**Assignment**
List all lines of the data containing the word "position".

**Supplied information**
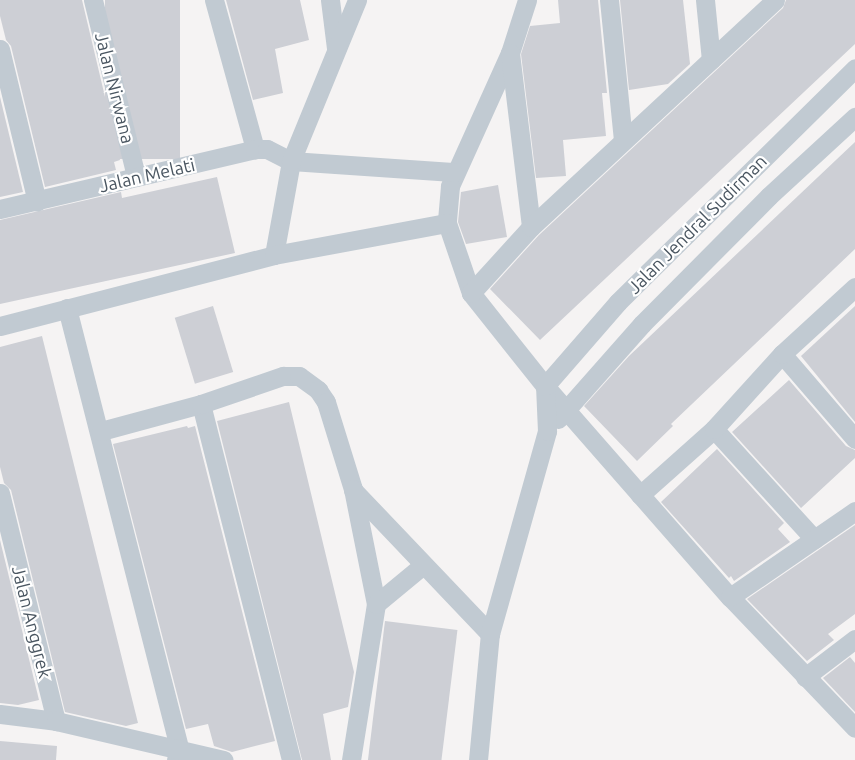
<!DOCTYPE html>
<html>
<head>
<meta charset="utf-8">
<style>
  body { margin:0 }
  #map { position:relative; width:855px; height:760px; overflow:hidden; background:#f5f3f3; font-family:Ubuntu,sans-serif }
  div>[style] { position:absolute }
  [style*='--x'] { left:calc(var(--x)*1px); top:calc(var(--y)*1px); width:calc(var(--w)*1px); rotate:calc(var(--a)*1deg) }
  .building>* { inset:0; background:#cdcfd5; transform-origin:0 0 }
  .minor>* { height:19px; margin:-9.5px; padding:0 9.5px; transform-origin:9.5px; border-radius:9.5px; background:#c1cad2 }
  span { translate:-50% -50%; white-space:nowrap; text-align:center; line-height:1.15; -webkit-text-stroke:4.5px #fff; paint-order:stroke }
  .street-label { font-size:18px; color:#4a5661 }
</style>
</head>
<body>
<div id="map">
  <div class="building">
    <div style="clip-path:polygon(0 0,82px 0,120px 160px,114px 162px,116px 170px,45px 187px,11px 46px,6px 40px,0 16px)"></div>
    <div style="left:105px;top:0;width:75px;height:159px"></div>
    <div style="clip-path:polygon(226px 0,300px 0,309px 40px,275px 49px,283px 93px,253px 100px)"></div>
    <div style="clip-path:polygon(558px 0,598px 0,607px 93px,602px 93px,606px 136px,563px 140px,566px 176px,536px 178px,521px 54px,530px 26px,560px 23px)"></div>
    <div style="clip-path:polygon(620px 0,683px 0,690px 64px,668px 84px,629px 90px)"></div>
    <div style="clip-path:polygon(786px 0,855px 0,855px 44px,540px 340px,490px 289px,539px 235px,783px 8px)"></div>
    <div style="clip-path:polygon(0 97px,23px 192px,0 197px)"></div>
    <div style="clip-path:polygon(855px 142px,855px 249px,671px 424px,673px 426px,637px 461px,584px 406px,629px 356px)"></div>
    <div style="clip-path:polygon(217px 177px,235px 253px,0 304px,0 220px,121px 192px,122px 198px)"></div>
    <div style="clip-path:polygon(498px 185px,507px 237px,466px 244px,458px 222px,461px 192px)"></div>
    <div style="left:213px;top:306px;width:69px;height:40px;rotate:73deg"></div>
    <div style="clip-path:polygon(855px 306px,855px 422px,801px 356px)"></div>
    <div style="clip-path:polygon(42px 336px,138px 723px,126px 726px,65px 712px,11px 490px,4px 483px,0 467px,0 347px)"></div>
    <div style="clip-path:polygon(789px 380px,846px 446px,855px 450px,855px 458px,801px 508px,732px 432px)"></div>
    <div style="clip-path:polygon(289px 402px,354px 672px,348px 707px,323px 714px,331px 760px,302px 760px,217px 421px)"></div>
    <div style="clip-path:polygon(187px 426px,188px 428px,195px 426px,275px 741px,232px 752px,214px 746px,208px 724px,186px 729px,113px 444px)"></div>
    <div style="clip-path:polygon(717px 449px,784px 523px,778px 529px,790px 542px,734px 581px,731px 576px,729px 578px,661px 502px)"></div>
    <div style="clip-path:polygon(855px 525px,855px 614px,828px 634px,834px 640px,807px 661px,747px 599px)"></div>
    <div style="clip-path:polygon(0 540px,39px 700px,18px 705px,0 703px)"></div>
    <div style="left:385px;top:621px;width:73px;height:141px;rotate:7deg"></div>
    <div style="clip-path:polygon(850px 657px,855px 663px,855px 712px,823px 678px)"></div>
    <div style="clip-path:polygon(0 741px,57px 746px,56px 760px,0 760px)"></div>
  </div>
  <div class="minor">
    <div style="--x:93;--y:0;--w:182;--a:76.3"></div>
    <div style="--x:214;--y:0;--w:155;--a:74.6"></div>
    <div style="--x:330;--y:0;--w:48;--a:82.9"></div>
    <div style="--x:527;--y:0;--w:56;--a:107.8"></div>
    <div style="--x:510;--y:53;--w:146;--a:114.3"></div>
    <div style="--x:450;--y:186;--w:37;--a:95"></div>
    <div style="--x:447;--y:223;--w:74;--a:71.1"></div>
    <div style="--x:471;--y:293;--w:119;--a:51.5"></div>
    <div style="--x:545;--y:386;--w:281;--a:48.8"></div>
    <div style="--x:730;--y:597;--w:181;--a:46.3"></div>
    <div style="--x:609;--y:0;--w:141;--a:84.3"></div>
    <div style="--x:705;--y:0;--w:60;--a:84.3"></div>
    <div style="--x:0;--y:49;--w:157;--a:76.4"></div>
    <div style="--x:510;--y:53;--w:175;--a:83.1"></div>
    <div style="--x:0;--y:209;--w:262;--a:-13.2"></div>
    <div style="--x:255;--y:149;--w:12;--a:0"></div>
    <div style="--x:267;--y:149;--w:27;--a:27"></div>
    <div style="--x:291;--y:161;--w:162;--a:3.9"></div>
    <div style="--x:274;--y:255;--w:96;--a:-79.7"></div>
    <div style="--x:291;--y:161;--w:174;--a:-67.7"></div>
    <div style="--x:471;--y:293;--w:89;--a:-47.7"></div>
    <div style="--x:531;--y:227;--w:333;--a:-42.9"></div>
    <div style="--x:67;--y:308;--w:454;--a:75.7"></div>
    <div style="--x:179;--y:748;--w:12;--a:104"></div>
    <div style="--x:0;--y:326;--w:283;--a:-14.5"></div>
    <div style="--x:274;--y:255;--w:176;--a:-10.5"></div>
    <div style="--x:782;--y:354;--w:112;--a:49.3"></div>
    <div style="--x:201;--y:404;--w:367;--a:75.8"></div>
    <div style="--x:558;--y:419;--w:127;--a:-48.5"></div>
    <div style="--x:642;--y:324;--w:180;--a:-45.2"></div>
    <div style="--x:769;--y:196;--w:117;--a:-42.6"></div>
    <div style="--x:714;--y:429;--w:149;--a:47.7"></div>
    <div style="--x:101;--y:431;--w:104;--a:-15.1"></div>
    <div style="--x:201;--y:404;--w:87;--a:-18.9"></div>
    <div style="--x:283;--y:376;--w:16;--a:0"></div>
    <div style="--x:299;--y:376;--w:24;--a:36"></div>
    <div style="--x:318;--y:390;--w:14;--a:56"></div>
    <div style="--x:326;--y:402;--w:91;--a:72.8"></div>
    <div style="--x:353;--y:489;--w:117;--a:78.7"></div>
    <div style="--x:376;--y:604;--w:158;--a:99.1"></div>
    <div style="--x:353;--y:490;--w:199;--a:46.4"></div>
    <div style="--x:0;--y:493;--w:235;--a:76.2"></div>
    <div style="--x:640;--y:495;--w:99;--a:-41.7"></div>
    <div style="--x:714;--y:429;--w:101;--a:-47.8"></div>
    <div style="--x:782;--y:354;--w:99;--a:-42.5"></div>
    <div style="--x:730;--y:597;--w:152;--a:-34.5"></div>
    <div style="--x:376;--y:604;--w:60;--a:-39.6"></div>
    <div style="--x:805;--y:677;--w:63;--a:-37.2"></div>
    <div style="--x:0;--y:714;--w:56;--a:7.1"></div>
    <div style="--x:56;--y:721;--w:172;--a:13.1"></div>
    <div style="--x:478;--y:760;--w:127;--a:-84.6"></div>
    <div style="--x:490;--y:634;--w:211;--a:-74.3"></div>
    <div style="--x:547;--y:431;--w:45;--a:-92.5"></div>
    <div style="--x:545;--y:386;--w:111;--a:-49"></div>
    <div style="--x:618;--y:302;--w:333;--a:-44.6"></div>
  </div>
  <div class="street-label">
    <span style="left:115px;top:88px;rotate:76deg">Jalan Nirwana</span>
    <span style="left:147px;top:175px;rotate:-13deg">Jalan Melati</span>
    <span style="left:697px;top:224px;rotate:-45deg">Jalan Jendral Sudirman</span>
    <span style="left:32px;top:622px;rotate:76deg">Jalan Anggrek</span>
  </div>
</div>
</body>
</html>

**Answer section**
  #map { position:relative; width:855px; height:760px; overflow:hidden; background:#f5f3f3; font-family:Ubuntu,sans-serif }
  div>[style] { position:absolute }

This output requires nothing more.